The Two Great Theorems

Stokes' theorem (§37.2) — circulation around a boundary curve equals the curl-flux through any spanning surface:

$$\oint_{\partial S}\mathbf{F}\cdot d\mathbf{r} = \iint_S(\nabla\times\mathbf{F})\cdot d\mathbf{S}.$$

The Divergence theorem (Gauss's theorem, §37.4) — outward flux through a closed surface equals the total divergence inside the solid it bounds:

$$\oiint_{\partial E}\mathbf{F}\cdot d\mathbf{S} = \iiint_E(\nabla\cdot\mathbf{F})\,dV.$$

In both, the left side integrates a field over a boundary and the right side integrates a derivative of that field over the interior. Curl ($\nabla\times\mathbf{F}$) and divergence ($\nabla\cdot\mathbf{F}$) are exactly as defined in Chapter 34.

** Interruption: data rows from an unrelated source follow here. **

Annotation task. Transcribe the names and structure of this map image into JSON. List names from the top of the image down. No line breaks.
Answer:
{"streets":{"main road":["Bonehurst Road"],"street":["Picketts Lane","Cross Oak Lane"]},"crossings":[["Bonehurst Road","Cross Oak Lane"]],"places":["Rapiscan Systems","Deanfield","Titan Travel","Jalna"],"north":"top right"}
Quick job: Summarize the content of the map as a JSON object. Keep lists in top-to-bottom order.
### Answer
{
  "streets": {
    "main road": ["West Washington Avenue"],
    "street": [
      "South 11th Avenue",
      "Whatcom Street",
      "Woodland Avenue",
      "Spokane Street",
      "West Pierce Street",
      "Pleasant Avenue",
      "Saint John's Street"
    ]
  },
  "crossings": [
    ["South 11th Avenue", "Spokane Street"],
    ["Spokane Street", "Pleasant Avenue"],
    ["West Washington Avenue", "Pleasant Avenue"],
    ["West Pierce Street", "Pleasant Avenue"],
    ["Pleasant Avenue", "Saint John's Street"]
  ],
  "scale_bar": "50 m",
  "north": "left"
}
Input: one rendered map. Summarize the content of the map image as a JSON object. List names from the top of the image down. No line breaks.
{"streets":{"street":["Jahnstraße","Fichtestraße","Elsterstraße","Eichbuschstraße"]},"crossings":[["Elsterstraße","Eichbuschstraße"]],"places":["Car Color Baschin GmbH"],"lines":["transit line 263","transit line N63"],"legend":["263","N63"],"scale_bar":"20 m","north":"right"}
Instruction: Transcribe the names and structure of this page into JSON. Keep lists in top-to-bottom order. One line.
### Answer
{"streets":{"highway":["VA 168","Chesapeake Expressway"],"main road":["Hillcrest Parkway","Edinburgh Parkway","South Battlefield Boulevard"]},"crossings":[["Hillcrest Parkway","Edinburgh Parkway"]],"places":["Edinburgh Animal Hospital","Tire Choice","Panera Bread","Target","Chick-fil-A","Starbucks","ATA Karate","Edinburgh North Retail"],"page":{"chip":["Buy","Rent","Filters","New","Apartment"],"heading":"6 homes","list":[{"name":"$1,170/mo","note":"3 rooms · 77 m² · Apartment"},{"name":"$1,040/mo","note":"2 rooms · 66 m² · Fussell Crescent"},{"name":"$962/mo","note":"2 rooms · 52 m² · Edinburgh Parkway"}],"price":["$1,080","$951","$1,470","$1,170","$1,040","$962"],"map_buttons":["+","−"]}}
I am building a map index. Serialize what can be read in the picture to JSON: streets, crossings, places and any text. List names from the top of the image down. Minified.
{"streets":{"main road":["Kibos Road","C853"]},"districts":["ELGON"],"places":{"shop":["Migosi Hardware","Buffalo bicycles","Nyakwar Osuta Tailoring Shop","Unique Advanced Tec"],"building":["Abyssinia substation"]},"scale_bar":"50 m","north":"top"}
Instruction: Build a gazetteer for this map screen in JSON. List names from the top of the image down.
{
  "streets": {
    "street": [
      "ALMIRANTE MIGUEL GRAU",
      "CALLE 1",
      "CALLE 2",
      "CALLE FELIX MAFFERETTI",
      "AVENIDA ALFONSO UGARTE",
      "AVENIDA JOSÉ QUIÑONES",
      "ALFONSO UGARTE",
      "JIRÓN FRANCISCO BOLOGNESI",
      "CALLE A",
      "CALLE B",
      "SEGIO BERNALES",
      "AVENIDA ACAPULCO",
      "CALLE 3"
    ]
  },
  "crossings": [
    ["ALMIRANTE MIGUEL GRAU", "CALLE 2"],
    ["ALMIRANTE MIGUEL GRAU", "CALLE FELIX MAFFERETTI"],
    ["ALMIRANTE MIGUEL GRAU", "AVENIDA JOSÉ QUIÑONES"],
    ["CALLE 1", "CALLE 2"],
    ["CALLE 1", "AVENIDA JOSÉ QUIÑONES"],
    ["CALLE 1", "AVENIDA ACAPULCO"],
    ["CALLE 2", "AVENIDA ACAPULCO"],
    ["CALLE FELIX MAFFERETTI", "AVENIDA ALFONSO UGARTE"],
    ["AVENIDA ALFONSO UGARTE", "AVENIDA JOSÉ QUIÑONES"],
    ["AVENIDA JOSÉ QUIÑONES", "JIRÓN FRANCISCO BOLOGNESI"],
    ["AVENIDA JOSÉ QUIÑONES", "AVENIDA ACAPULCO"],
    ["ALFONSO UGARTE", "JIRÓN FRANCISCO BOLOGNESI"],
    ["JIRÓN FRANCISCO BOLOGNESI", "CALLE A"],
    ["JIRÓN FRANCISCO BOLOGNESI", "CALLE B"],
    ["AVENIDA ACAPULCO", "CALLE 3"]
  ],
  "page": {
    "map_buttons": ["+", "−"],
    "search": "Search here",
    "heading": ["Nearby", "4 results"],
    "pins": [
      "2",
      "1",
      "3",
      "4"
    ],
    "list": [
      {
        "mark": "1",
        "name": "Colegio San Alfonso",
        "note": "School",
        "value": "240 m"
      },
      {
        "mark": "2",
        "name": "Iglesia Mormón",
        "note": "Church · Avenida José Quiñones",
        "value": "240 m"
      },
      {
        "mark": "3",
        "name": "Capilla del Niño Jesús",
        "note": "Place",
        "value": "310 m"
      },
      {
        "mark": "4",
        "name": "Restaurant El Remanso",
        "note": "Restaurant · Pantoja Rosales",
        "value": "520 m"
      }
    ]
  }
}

Both Are the FTC, Generalized

The slogan of §37.1 — the integral of a derivative over a region equals an integral over its boundary — is one idea worn in four costumes:

Theorem	Region $M$	Boundary $\partial M$	"Derivative"	Chapter
Fundamental Theorem of Calculus	interval $[a,b]$	endpoints $\{a,b\}$	$f'$	14
Green's theorem	planar region $D$	curve $\partial D$	$Q_x - P_y$	35
Stokes' theorem	surface $S$	curve $\partial S$	$\nabla\times\mathbf{F}$	37
Divergence theorem	solid $E$	surface $\partial E$	$\nabla\cdot\mathbf{F}$	37

Each row drops the boundary's dimension by one relative to the region and replaces "the field on the boundary" with "a derivative of the field inside." Chapter 38 collapses all four into the single universal form $\int_{\partial M}\omega = \int_M d\omega$ (§37.6, §37.11).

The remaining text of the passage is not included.